Ação: (latim: actio) também não comentado devido ao nome autoexplicativo. Quando dizemos que
alguém está correndo, já mostra ação. Com exceção, é claro, sobre estar deitado ou estar calçado, pois aí
implica situação e posse ou hábito respectivamente.

Paixão: (latim: passio) não confundir também com a espécie de qualidade, que implica o padecimento da
ação já concluído. Paixão enquanto predicamento implica a substância estar sob o efeito do
padecimento, como a água sendo esquentada no fogo.
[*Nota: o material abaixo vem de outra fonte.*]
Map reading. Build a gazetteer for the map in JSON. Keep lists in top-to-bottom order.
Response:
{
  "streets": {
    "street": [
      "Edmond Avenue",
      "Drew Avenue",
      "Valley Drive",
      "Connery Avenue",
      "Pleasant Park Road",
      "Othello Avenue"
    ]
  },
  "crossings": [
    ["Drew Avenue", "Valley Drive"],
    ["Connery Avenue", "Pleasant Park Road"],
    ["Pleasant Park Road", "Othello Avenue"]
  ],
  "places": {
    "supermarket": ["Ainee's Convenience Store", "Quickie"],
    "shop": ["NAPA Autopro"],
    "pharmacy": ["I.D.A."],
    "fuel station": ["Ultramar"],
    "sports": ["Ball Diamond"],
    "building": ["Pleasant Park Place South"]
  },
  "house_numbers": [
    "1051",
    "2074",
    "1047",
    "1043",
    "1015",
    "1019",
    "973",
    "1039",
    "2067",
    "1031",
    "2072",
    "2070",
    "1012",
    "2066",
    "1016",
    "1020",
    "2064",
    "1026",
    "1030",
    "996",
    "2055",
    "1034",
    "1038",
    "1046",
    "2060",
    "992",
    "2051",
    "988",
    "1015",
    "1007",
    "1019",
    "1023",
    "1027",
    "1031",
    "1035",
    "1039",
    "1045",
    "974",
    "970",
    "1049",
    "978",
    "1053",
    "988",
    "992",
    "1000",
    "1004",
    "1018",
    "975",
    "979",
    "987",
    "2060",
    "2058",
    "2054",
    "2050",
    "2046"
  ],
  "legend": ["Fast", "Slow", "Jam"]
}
Se o fogo for apagado e não mais tivermos a água
sendo esquentada, mas a água já quente, aí teremos a paixão enquanto qualidade.

Assim conclui-se os predicamentos. E convém lembrar que cada um deles tem o seu lugar em uma certa
ordem como se vê abaixo:

§ Gênero supremo

Substância

§ Modos de acidentes

Três intrínsecos:

Absolutamente intrínsecos: Quantidade e qualidade.

Relativamente intrínseco: Relação.

Seis extrínsecos:

Em razão da causa pelo agente: ação.


Em razão da causa pelo paciente: paixão.

Em razão da medida quanto ao lugar:

Se não considera a ordem do lugar: Ubiquação.

Se considera a ordem do lugar: Situação.

Em razão da medida quanto ao tempo: Quando.

Em razão da natureza do homem: Posse ou hábito.

Assim sendo, podemos usar as categorias com o exemplo a seguir. Substância: João é homem;
quantidade: João é alto;qualidade: João é branco; relação: João é filho de Pedro; ação: João está
trabalhando; paixão: João foi agredido;ubiquação: João está em casa; situação: João está sentado;
quando: João foi ontem; posse ou hábito: João está armado.

[1] Deus é o único ente que não tem ser, mas é o próprio ser subsistente por si mesmo. Deus também,
como se verá, é ato puro, não é movido de nenhuma forma.

[2] TOMÁS DE AQUINO; O ente e a essência, c. I, 3.

[3] Deus não é substância simpliciter, senão apenas secundum quid. Quando dizemos que o Filho é
consubstancial ao Pai, dizemos apenas analogamente. A razão se explicará mais adiante.

[4] Há quem defenda que se deva já abordar as substâncias simples que distinguam das compostas, isto
é, destituídas de matéria e que sejam apenas forma, que pela revelação na fé cristã chamamos de anjos.
Porém, tal divisão no momento não convém ser abordada porque por ora tratamos do que inteligimos
apenas com a razão natural.

[5] ARISTÓTELES; VII Metafísica, c. 13, 1038b11.

[6] Obra estudada: PORFÍRIO; Isagoge.

[7] Para diferenciar nesse caso, diferencia-se segundo o modo de operar da forma. No caso da forma
humana é a alma racional, que possui potência intelectiva. O que evidencia que o modo de dividir as
espécies na Metafísica diferencia-se totalmente da Biologia, com a sua taxonomia, que foca mais nos
acidentes. Porém, não se pretende discorrer aqui sobre o assunto e tampouco como fica sua
aplicabilidade na Teoria da Evolução. Isso se dará em outro espaço.

[8] Obra estudada: ARISTÓTELES; Categorias.